What the task requires
Only the lines from the one containing "6 2 6-2v14l-6" through the end of the data below should be copied, each exactly as written and with both ends kept.

Records provided

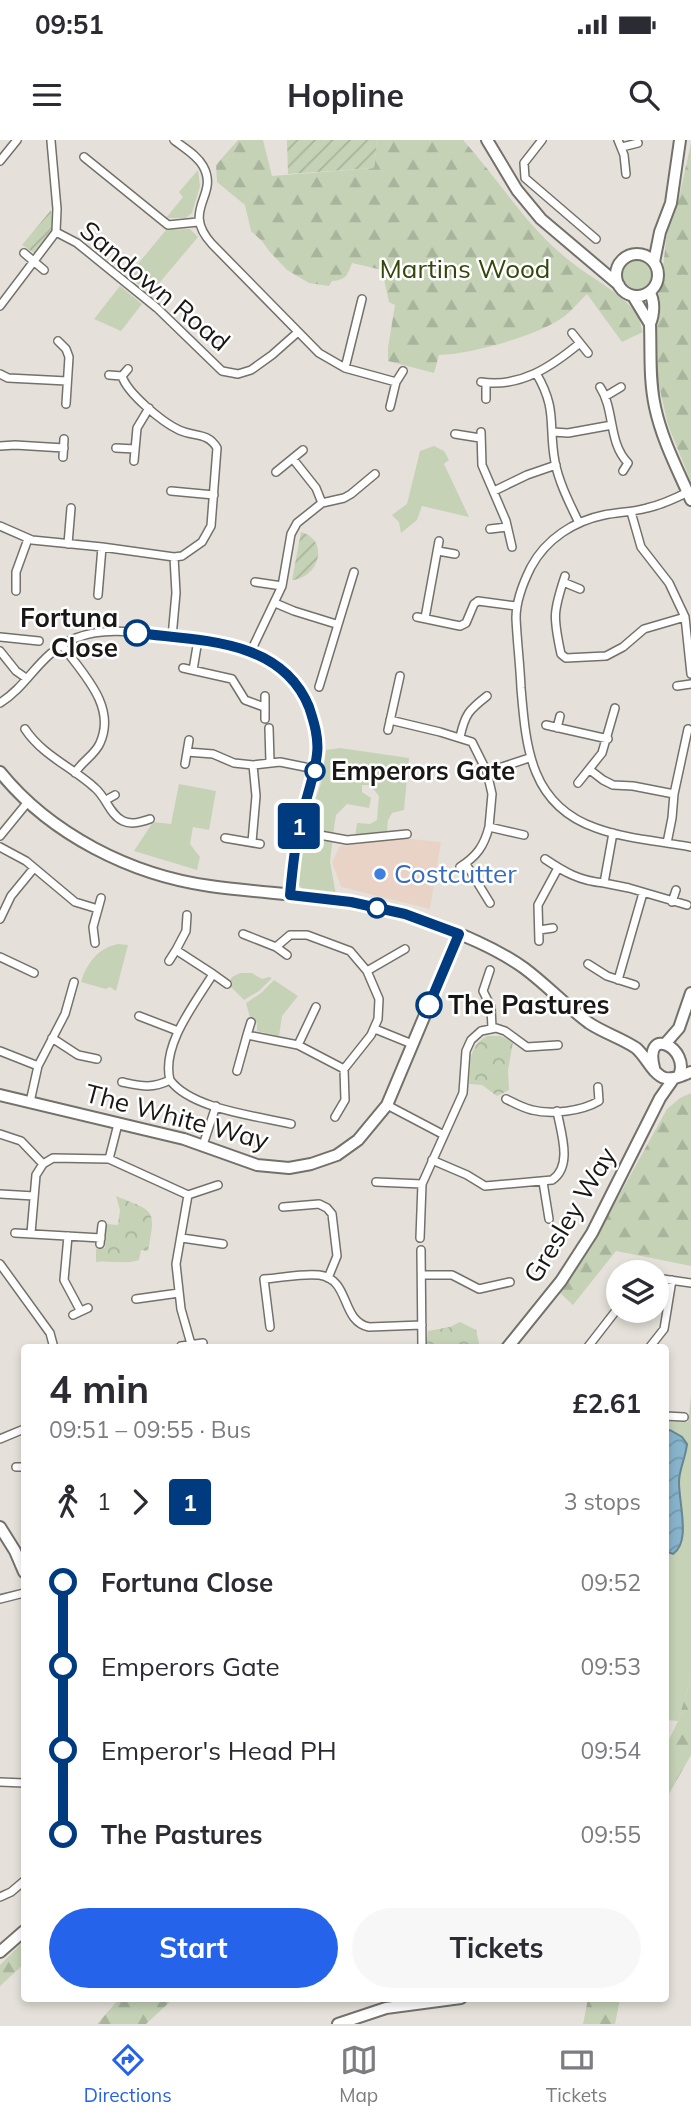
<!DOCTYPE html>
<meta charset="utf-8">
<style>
body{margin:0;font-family:Mulish,sans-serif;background:#f7f7f7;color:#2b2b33;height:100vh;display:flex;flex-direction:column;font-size:26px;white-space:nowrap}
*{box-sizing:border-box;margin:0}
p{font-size:23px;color:#7c7c81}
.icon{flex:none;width:38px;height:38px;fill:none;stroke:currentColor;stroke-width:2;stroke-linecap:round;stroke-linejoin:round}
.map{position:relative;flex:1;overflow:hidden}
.side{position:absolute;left:21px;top:1204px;width:648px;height:658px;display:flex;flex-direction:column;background:#fff;border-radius:7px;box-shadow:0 4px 10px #0003}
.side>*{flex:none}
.badge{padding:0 14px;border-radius:5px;font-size:24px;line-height:46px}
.buttons{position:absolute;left:606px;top:1120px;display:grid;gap:14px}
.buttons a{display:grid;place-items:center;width:63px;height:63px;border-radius:50%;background:#fff;box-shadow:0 4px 10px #0003;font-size:35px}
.map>.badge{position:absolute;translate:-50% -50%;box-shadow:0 0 0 4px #fff}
.legs{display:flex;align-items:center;gap:10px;height:77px;padding:0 28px;font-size:23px}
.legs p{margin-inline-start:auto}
.overview{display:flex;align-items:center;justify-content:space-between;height:119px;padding:0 28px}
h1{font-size:38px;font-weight:700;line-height:52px}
.cta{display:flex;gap:14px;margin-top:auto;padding:14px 28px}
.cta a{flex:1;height:80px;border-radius:42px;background:#2563eb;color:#fff;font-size:28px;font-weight:700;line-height:80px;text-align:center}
.cta a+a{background:#f7f7f7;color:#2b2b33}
ul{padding:0 28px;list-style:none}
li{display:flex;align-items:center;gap:24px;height:84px;font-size:26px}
li i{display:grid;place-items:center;width:10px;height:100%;margin:0 9px;background:currentColor}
li i::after{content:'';width:18px;height:18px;margin:-9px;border:5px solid;border-radius:50%;background:#fff}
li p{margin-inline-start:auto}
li:first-child i{background:linear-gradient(#0000 50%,currentColor 0)}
li:last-child i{background:linear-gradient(currentColor 50%,#0000 0)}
.status{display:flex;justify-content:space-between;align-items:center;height:49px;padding:0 35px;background:#fff;direction:ltr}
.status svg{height:19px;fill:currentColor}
header{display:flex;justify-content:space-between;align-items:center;height:91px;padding:0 28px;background:#fff;font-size:32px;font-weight:700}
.dock{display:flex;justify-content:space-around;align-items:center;height:98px;border-top:2px solid #e1e1e2;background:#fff;font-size:19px;color:#7c7c81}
.dock a{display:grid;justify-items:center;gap:4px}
.dock .current{color:#2563eb}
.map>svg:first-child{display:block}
.commercial{fill:#e9d3c7}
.grass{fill:#c5d2b6}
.forest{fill:url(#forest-firs)}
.park{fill:url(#park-crowns)}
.garden{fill:url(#garden-furrows)}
.water{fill:url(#water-waves);stroke:#668595;stroke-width:2}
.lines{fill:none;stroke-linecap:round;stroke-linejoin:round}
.street-casing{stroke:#74716b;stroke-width:10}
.secondary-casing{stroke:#74716b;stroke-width:14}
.street{stroke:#fff;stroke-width:7}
.secondary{stroke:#fff;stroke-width:10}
.line-1-casing{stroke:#fff;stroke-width:16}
.line-1{stroke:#003b80;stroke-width:10}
.stop-1-dot{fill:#fff;stroke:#003b80;stroke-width:3.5}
.shop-dot{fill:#3f7fe0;stroke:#fff;stroke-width:2.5}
.labels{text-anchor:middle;stroke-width:5;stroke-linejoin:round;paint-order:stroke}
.park-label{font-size:26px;fill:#334709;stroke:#fff}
.street-label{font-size:26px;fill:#181715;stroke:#fff}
.stop-label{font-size:26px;font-weight:bold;fill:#181715;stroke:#fff;text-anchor:start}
.shop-label{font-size:26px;fill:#366cbe;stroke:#fff;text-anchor:start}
</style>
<div class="status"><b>09:51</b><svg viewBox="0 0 49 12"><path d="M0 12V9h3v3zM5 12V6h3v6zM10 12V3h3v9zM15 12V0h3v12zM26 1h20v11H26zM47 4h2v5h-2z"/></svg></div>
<header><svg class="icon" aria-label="menu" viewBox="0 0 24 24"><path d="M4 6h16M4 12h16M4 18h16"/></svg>Hopline<svg class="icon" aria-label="search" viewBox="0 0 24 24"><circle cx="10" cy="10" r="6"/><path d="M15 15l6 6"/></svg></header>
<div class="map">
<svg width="691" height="1884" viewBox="0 0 691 1884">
<defs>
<pattern id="forest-firs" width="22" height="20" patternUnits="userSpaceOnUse" patternTransform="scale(1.75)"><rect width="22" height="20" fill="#c5d2b6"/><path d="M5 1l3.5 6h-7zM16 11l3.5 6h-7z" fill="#a8b49c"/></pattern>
<pattern id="park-crowns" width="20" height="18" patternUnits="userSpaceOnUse" patternTransform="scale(1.75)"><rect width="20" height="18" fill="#c5d2b6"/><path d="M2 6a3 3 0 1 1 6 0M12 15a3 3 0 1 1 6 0" fill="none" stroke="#a8b49c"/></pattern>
<pattern id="garden-furrows" width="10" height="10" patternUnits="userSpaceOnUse" patternTransform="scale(1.75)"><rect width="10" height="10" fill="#c5d2b6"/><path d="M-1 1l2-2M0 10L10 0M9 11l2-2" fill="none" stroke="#a8b49c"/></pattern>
<pattern id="water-waves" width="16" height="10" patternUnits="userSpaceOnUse" patternTransform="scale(1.75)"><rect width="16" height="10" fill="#88b4cc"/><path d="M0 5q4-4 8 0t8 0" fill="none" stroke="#759aae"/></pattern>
</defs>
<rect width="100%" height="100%" fill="#e5e1da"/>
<!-- commercial -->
<path class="commercial" d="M401,698l40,4 -11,67 -89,-22 -9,-25 8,-16z"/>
<!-- grass -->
<path class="grass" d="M198,30l2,16 -8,27 -6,5h-20l17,-21 -4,-5z
M190,89l8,8 -48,57 -22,-18 38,-46z
M617 136a19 19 0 1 1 38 0a19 19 0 1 1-38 0Z
M120,146l22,18 -21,27 -27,-12z
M434,306l10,5 5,9 -5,4 25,53 -47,-11 -5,14 -16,13 -2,-11 -7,-7 15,-11 13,-53z
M340,608l69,10 -5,52 -12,3 -4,7 -1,11 -32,6 2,-14 13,1 7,-4 2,-24 -9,-11h-8v7l9,6 -2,10 -22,-4 -11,11 -3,20 -3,27 6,33 -31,-3 -8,-9 5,-42 20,-61 4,-30z
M179,644l37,7 -7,39 -16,-3 -3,17 10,13 -3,13 -63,-19 19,-29 18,2z
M118,804l10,1 -12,46 -6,-4 -4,2 -25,-7c6,-19 17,-34 37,-38z
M240,833h12l10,6 7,-2 3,1 -13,13 -15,9 -16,-16 4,-7z
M274,840l24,16 -16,20 -3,20 -22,-5v-8l-6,-2 -5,-18 15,-10z
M691,1255v282l-13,44 -13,-1v-299l23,1z"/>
<!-- forest -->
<path class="forest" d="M238,0h25l9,36 102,-8 3,-28h86c39,43 64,89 112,125 17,13 52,32 63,51 2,4 3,11 5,16l-21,10 -35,-48c-9,9 -18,20 -28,26 -28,17 -87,34 -120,35l-5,18 -46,-12v-13l7,-43 -6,-3 -7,-32 -30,-7c-5,13 -6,17 -20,18l-3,5 -20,-3 -22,-13 -18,-19 -7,-10 -11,-10 -6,-26 -28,-23 -1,-17z
M691,3v339l-23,-57 -11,-48 -1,-70 7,-39 4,-37 11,-29z
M691,953v173l-75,-15 -43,54 -14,-13 35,-51 73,-132 13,-11z
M691,1537v78l-26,46v-53l13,-27z
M24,1801v23l-24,22v-21z
M120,1858h53v1l-27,25h-49z
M588,1859h32l-5,25h-32z"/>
<!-- park -->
<path class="park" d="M487,896h14l12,6 -5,28 1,20 -12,6 -15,-11 -13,-1c3,-20 -3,-36 18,-48z
M116,1056c39,16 40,12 32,55l-7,-1 -2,10c-13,5 -29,0 -43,2v-13l9,-1 1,-24 12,1 2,-15z
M460,1182l16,8 4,17h-54l2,-16 22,-4z"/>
<!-- garden -->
<path class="garden" d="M287,0h90l-3,28 -86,6z
M51,70l3,18 -20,25 -12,-8z
M301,392c29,8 18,46 -9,48z"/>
<!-- water -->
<path class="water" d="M670,1290l12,7 5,7c-1,13 -8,25 -8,38 0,23 12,60 -6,72l-8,-3v-119z"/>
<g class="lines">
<!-- street casing -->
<g class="street-casing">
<path id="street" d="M174,0c10,8 23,15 29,26 17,30 -23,43 9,78l107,109 26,15 51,14
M542,0l-18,23 1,15 71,61
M618,0l6,15 2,19
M51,1l6,68 -1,23 21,11 80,65 65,63 16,3 13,-4 21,-15 26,-23
M622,7l16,-4
M84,17l84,68 30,-3
M0,21l17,-21
M24,113l20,17
M0,166l56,-74
M572,193l16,20
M58,201l8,8 3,8 -3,47
M345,228l17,-69
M536,233c22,37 12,52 19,89 4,21 15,42 24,61
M0,234l8,4 59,3
M109,235l13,1 6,-7
M481,242c39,6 70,-15 99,-39
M600,247c15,23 8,56 28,76l-5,8
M606,256l15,-9
M486,259v-16
M390,267l6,-25 7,-11
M481,292l1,33 24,56 6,26
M553,292l15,1 44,-8
M455,294l25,4
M0,306l15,-1 49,3
M116,308l19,1
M63,317l1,-18
M293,319l23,29 6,15
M134,321l3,-33 12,-20
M276,332l27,-22
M171,351l43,4
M494,351l33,-16 29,-10
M688,352c-14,7 -27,13 -41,16 -14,4 -28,4 -43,7 -30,6 -58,24 -73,52 -8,16 -15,33 -15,51 1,23 4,46 5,70 5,59 9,117 75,140 30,11 64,13 95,19
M631,372l10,35 28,36 16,34 6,57
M0,386l32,14 70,7 72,10 8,-1 20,-14 9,-16 6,-78c-9,-16 -23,-11 -38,-18 -17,-8 -52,-37 -57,-54
M490,389l17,-2
M68,404l3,-36
M438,411l17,3
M565,436c-12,36 -12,41 -4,78l5,4 40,-2 17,-9 21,-18 41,-12
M255,442l27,4
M563,442l17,7
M16,451v-19l12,-33
M98,455l4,-48
M275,463l19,8 42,13
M417,477l43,9 6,-3 8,-19 4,-3 38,5
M425,478l14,-77
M0,497l39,4
M172,497l4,-44 -2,-36
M62,505c20,28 55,61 38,98 -5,12 -18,18 -25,30
M0,511l16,20 10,7
M251,511l31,-65 9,-52 6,-11 25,-20 22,-5 7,-4 24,-20
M183,528l49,11 13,21 19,7
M193,530l5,-30
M677,546l14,-2
M319,547l35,-115
M265,556v23
M0,563c30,-19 39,-50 76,-65 31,-12 63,-5 95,-1 23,3 47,4 68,10 42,12 74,49 78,92 4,31 -11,59 -18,88 -6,22 -6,46 -9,68
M390,580l50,12 32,10 15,30
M546,585l62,14
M269,588l1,34
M557,588l3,-12
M25,589c18,27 47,38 70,59 11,9 15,27 28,33 9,4 18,1 27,-2
M388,590l12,-54
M460,597c5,-23 9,-27 27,-41
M187,612l26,2 21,9 19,2 27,-3 35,7
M185,624l4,-24
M590,630l13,10 10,5 20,1 41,8
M578,643l24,-30 13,-45
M106,660l9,-5
M298,691l49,9 60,-6
M613,693l-9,50 25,5 58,17
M524,695l-35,-8 3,-33 -5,-22 42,-14
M0,696l27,-33
M225,698l35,6
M252,702l4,-46 -3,-31
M667,703l5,-25 2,-24 14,-65
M0,707l26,14 49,41 23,7 -5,18 2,16
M545,719c19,13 35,22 59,24
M466,724l24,39
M460,727c17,-11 24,-21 29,-40
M672,762l4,-12
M98,769l3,-11
M187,775l-1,16 -10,19 37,24c-17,28 -52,71 -43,106 21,29 87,36 121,44
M0,779l11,-23 23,-28
M539,790l14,-2
M539,801l-1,-36 20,-37
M276,807l11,8
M0,817l34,16
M169,821l7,-11
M588,824l19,12 28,9
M490,830l-7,21 8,16 1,21
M367,831l38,-22
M213,834l14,10
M618,840l25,-87
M139,876l39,15
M375,889l37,15
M247,895l4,-13
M52,898l26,17 19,4
M298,905l18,-38
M0,911l38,15 -8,36
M38,926l27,-52 9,-32
M237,931l10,-36 51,10 46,24 27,-34 7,-16 1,-20 -12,-28 -17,-20 -43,-16h-17l-14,12 -33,-13
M122,942c19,4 30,7 48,-2
M506,959c8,4 17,9 26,11 20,5 50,1 67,-9l-1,-14
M387,965l57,30
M335,977l10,-17 -1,-31
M0,994l21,7 22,23
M203,1005l13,-39
M109,1019l9,-35
M432,1020l35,15 18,11 67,-6c21,-14 9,-47 5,-69
M376,1042l46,2
M543,1042l6,37
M0,1054l34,2
M188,1055l-12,69 5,45 10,35
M283,1067l36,-3 8,4 5,6 5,42 -9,22
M15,1093l86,5
M31,1093l5,-58 7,-11 10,-6 56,1 79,36 30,-10
M68,1096l-4,44 16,30
M182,1098l41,6
M420,1098l2,-54 41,-91 3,-42 5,-11 10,-9 15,-3 9,3 22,16 31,-2
M100,1104l2,-19
M421,1110l1,98
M0,1124l50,69 4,15
M423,1135h29l27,14 31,-7
M656,1138l35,5
M136,1159l43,-6
M73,1175l15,-7
M270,1187l-6,-48c18,-1 38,-6 55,-4 32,4 21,46 50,52l53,-2
M181,1206l22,-3
M587,1208l31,-40
M649,1208l15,-19 8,-49
M665,1276l19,1
M0,1299l24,-10
M16,1327h8
M0,1459l24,-6
M0,1642l24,1
M0,1757l11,-5 13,-11"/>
</g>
<!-- secondary casing -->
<g class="secondary-casing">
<path id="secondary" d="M487,0l30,50 24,29 78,66
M616 135a21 21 0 1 1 42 0a21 21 0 1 1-42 0Z
M654,122l6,-30 11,-29 9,-63
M649,152c6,8 5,22 1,32 1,28 -1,55 5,83 7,33 23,63 36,93
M633,156l17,28
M0,632c50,62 131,103 210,114 73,10 149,10 219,36 32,12 67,26 95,46 23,17 42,38 65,55 15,10 32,15 47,25 10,8 17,27 29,30 9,2 18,-3 26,-6
M665,904l14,-16 12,-35
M654,928c-11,-44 37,-20 25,8
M0,955l184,44 73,26 32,3 22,-4 26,-9 21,-15 29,-35 72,-171
M507,1208l54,-67 31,-48 68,-135 14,-20
M0,1387l15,24 9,21
M0,1812l24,-21
M338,1884l48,-16 75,-10"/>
</g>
<!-- street -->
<use href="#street" class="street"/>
<!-- secondary -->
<use href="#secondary" class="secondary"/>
</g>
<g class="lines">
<!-- line-1 casing -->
<g class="line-1-casing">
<path id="line-1" d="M137,493c62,8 144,5 172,74 5,15 10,31 8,47 -3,27 -14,51 -19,78 -4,20 -6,42 -8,63l61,7 54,12 54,20 -30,71"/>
</g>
<!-- line-1 -->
<use href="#line-1" class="line-1"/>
</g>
<!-- markers -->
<g class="stop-1-dot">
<circle cx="137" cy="493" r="12"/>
<circle cx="315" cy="631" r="9"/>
<circle cx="377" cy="768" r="9"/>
<circle cx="429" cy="865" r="12"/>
</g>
<circle class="shop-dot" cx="380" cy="734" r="7"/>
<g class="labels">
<!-- park labels -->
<g class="park-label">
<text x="465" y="138">Martins Wood</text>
</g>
<!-- street labels -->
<g class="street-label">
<text transform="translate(155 146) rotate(40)" y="9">Sandown Road</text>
<text transform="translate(177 977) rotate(15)" y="9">The White Way</text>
<text transform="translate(570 1075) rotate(-59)" y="9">Gresley Way</text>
</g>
<!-- stop labels -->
<g class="stop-label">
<text x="118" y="487" text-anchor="end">Fortuna<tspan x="118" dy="30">Close</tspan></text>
<text x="331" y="640">Emperors Gate</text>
<text x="448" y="874">The Pastures</text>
</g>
<!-- shop labels -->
<g class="shop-label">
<text x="394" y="743">Costcutter</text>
</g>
</g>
</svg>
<div class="buttons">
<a><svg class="icon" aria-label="layers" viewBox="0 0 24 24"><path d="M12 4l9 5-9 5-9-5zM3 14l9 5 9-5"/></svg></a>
</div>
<b class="badge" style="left:299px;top:686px;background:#003b80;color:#fff">1</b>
<section class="side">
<div class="overview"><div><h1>4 min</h1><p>09:51 – 09:55 · Bus</p></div><b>£2.61</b></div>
<div class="legs"><svg class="icon" aria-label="walk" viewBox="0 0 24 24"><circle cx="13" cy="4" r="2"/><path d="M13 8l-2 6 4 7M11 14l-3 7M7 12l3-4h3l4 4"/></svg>1<svg class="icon" aria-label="forward" viewBox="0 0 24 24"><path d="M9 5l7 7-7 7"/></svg><b class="badge" style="background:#003b80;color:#fff">1</b><p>3 stops</p></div>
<ul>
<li><i style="color:#003b80"></i><b>Fortuna Close</b><p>09:52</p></li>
<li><i style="color:#003b80"></i><span>Emperors Gate</span><p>09:53</p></li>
<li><i style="color:#003b80"></i><span>Emperor's Head PH</span><p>09:54</p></li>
<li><i style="color:#003b80"></i><b>The Pastures</b><p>09:55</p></li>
</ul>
<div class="cta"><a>Start</a><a>Tickets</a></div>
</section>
</div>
<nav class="dock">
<a class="current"><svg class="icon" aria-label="directions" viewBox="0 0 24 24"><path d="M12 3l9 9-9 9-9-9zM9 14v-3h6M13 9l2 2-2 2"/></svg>Directions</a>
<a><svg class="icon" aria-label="map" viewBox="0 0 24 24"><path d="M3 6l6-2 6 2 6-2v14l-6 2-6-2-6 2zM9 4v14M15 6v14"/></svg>Map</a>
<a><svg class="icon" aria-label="tickets" viewBox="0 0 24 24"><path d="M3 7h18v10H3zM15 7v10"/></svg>Tickets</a>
</nav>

Reply
<a><svg class="icon" aria-label="map" viewBox="0 0 24 24"><path d="M3 6l6-2 6 2 6-2v14l-6 2-6-2-6 2zM9 4v14M15 6v14"/></svg>Map</a>
<a><svg class="icon" aria-label="tickets" viewBox="0 0 24 24"><path d="M3 7h18v10H3zM15 7v10"/></svg>Tickets</a>
</nav>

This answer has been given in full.